Farewell. The Flying Pig Has Left The Building.

Steve Hynd, August 16, 2012

After four years on the Typepad site, eight years total blogging, Newshoggers is closing it's doors today. We've been coasting the last year or so, with many of us moving on to bigger projects (Hey, Eric!) or simply running out of blogging enthusiasm, and it's time to give the old flying pig a rest.

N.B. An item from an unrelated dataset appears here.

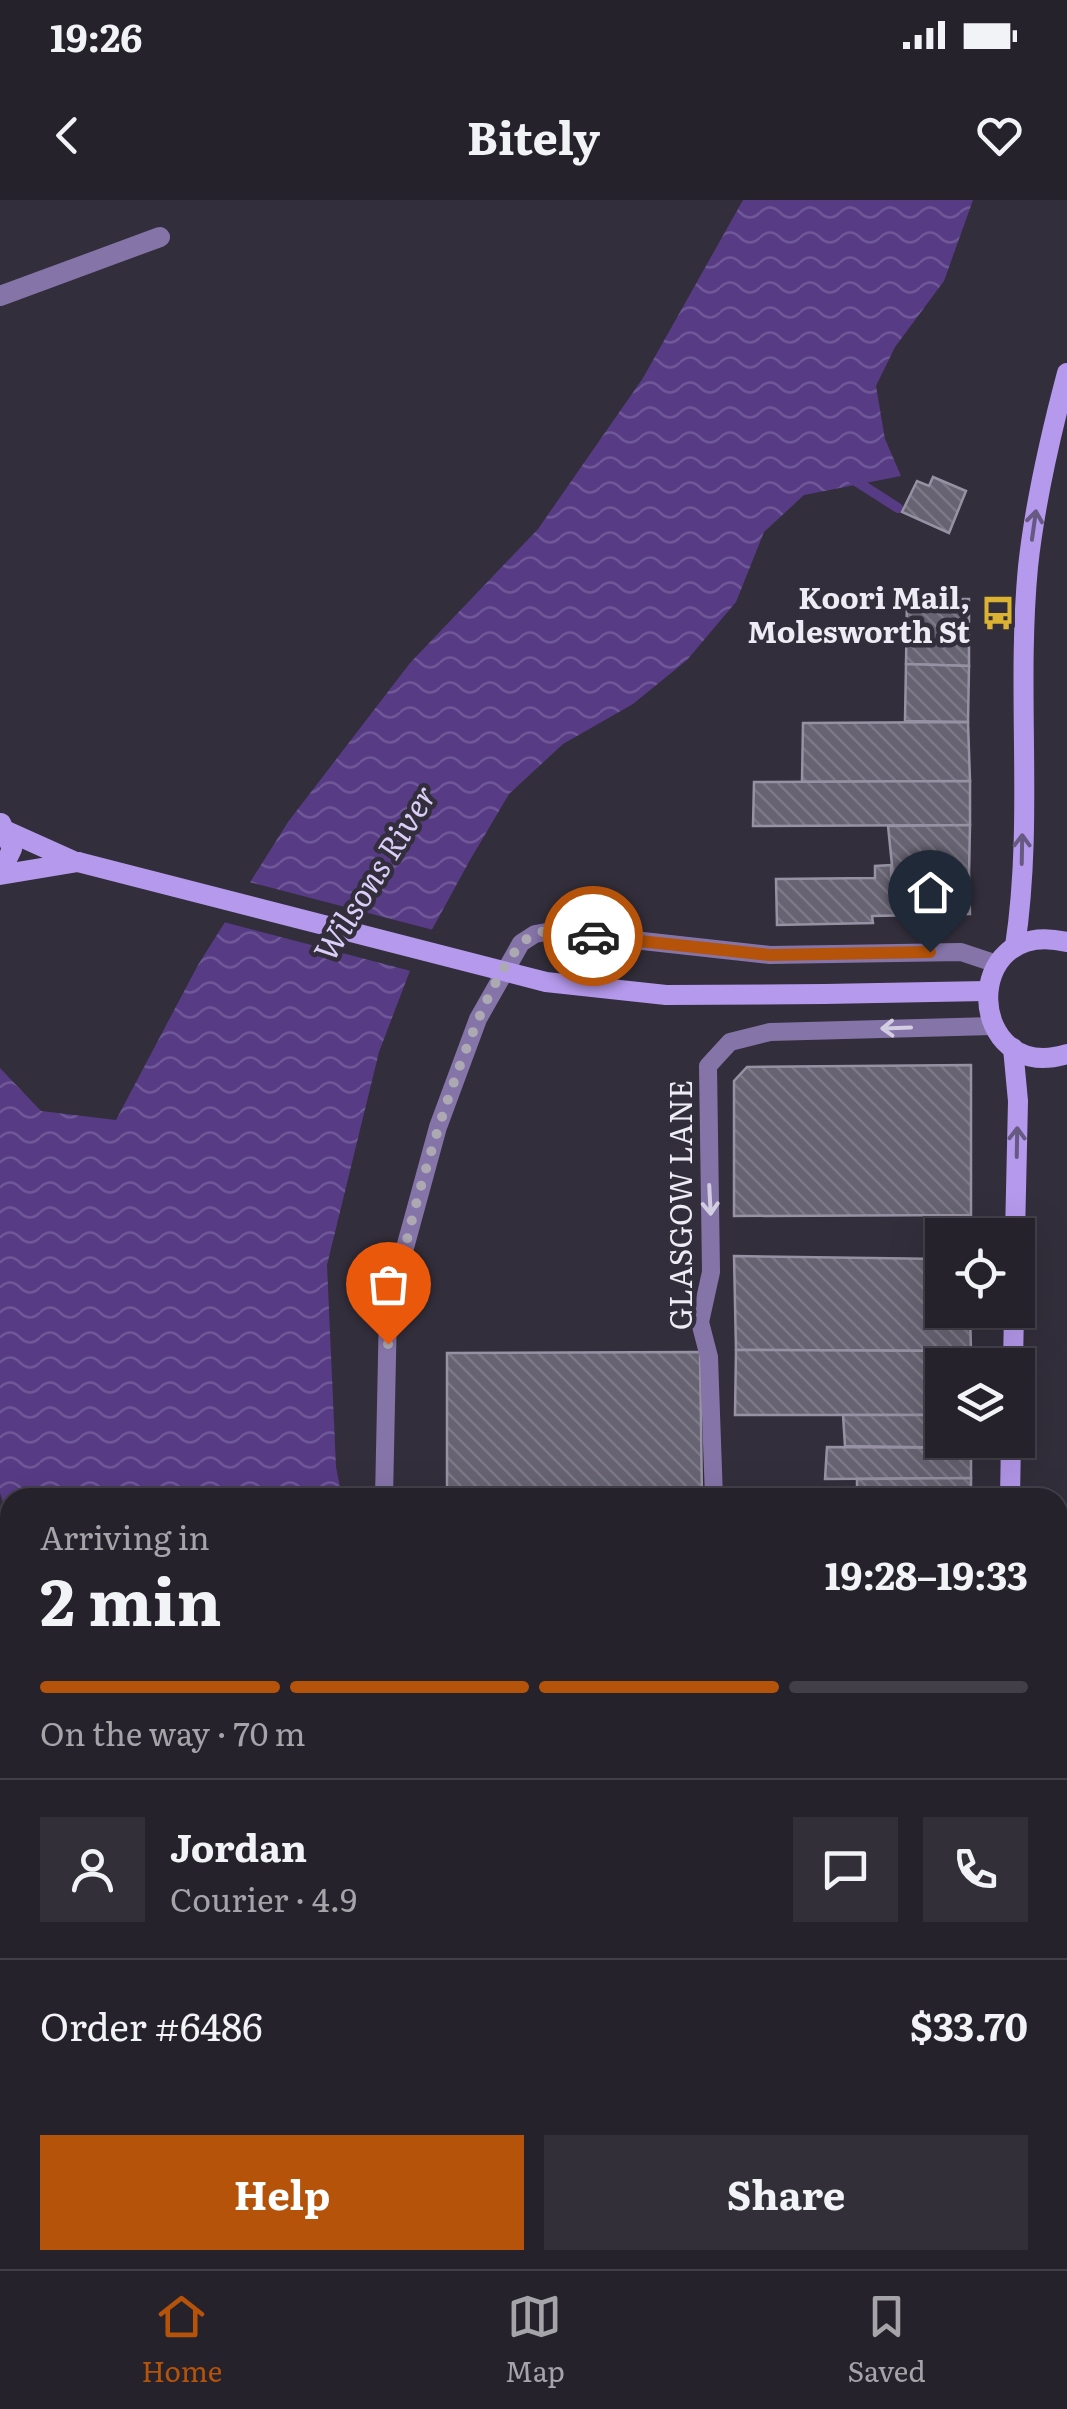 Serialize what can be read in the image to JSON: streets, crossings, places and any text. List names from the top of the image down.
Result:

We've done okay over those eight years, although never being quite PC enough to gain wider acceptance from the partisan "party right or wrong" crowds. We like to think we moved political conversations a little, on the ever-present wish to rush to war with Iran, on the need for a real Left that isn't licking corporatist Dem boots every cycle, on America's foreign misadventures in Afghanistan and Iraq. We like to think we made a small difference while writing under that flying pig banner. We did pretty good for a bunch with no ties to big-party apparatuses or think tanks.

Those eight years of blogging will still exist. Because we're ending this typepad account, we've been archiving the typepad blog here. And the original blogger archive is still here. There will still be new content from the old 'hoggers crew too. Ron writes for The Moderate Voice, I post at The Agonist and Eric Martin's lucid foreign policy thoughts can be read at Democracy Arsenal.

I'd like to thank all our regular commenters, readers and the other bloggers who regularly linked to our posts over the years to agree or disagree. You all made writing for 'hoggers an amazingly fun and stimulating experience.

Thank you very much.

Note: This is an archive copy of Newshoggers. Most of the pictures are gone but the words are all here. There may be some occasional new content, John may do some posts and Ron will cross post some of his contributions to The Moderate Voice so check back.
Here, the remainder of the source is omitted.